Instructions to follow
Provide the number of lines in the entries below containing "canvas", with no further words.

Data for review
--- --- ---
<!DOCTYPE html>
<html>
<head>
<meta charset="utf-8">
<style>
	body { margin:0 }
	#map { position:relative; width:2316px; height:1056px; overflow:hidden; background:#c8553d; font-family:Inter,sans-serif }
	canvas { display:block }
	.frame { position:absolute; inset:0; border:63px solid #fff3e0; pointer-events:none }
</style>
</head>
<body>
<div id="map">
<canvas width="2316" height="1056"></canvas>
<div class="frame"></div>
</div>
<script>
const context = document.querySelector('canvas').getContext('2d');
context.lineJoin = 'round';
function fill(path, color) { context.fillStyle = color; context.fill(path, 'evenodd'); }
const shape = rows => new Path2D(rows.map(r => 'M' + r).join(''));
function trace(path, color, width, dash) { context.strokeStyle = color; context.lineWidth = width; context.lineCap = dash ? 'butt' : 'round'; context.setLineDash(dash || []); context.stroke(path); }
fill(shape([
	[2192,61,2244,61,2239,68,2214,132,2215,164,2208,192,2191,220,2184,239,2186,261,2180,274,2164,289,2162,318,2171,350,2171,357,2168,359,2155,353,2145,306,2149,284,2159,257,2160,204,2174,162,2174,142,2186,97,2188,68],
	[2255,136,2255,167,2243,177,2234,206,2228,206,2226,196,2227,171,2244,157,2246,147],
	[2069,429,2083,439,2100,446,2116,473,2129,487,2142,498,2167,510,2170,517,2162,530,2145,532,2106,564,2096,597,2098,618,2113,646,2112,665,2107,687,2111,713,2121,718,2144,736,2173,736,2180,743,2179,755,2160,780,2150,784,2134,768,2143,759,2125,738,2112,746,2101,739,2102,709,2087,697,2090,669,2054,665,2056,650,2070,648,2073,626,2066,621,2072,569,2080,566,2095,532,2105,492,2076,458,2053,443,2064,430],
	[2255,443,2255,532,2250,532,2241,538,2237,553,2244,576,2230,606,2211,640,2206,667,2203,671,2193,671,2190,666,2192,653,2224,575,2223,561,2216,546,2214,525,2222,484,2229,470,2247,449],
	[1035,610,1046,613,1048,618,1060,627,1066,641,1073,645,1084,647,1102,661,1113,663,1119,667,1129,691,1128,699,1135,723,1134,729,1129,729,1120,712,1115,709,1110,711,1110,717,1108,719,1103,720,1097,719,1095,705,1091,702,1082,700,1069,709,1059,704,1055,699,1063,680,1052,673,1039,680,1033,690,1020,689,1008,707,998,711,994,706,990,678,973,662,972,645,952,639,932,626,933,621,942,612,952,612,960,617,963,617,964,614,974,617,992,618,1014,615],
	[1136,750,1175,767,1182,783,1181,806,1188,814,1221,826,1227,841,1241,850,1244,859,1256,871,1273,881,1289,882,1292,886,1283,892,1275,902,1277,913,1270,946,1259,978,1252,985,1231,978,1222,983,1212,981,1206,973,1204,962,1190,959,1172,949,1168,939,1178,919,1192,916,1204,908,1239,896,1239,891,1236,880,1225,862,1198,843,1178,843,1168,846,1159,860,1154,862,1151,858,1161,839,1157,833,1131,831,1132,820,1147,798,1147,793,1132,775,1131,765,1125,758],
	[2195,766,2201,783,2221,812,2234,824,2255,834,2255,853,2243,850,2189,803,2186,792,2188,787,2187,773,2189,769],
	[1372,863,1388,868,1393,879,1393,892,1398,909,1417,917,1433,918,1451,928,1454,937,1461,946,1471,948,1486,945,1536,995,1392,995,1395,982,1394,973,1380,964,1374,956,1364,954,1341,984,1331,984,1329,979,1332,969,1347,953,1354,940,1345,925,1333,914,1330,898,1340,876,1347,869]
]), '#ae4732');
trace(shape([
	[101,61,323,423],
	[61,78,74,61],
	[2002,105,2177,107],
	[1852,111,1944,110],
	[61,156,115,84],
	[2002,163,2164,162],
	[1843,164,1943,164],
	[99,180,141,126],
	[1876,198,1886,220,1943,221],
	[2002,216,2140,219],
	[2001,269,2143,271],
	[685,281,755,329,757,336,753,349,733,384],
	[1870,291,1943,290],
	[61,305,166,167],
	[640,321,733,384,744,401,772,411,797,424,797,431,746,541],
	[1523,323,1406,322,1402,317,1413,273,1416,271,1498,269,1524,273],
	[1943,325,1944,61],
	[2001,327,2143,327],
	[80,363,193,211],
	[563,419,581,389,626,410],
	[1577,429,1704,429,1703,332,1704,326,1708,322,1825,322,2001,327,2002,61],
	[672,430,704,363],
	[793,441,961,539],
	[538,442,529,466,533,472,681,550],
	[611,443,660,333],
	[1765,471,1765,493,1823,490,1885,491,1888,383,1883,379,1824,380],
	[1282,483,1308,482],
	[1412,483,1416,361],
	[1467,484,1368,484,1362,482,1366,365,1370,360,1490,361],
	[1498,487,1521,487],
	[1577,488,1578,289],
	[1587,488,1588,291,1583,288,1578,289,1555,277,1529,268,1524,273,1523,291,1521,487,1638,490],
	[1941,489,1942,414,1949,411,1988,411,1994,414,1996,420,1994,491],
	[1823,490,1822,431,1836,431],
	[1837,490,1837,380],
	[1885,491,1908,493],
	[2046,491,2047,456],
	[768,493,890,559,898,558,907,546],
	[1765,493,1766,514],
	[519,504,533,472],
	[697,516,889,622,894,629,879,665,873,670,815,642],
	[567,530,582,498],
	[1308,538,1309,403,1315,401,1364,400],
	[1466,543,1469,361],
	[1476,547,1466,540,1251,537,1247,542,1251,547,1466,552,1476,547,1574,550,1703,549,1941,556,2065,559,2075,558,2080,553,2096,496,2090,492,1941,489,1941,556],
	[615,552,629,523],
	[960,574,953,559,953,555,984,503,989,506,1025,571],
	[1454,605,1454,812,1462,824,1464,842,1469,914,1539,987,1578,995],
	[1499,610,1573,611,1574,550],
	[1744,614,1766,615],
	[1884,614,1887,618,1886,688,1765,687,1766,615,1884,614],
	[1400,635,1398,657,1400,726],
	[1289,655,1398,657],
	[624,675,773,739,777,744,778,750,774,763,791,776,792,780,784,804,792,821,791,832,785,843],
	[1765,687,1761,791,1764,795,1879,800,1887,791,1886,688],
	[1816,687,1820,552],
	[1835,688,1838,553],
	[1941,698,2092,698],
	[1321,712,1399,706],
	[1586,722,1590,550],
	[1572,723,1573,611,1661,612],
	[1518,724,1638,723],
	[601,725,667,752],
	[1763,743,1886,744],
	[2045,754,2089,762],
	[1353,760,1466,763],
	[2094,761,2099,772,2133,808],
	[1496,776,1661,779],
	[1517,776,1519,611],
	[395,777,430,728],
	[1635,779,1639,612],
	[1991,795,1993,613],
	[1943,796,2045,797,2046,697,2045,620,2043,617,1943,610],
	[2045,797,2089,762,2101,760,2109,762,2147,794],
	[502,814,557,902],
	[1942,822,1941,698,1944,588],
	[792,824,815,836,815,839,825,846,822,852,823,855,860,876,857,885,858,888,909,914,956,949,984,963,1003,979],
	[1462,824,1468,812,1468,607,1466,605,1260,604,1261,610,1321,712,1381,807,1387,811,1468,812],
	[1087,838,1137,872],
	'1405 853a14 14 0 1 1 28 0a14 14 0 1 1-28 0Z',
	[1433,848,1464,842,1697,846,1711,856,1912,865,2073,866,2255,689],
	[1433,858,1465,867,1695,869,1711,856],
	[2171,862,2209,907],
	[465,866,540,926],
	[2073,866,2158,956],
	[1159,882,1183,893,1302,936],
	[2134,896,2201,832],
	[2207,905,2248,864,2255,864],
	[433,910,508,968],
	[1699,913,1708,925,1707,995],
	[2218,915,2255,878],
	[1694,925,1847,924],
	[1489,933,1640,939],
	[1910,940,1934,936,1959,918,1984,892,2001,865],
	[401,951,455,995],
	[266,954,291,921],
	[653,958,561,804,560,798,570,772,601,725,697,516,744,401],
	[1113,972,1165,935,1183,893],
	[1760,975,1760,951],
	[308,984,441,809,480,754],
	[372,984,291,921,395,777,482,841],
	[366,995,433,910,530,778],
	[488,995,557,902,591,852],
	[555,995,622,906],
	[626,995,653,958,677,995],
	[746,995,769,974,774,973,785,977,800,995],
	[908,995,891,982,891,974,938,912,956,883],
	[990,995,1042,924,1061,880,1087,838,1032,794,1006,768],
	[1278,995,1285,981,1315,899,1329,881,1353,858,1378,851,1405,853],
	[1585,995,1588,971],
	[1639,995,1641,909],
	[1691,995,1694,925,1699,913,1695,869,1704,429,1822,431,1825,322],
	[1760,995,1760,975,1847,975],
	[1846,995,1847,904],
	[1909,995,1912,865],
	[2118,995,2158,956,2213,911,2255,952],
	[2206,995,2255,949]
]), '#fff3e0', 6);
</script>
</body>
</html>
--- --- ---
Exercise solution
3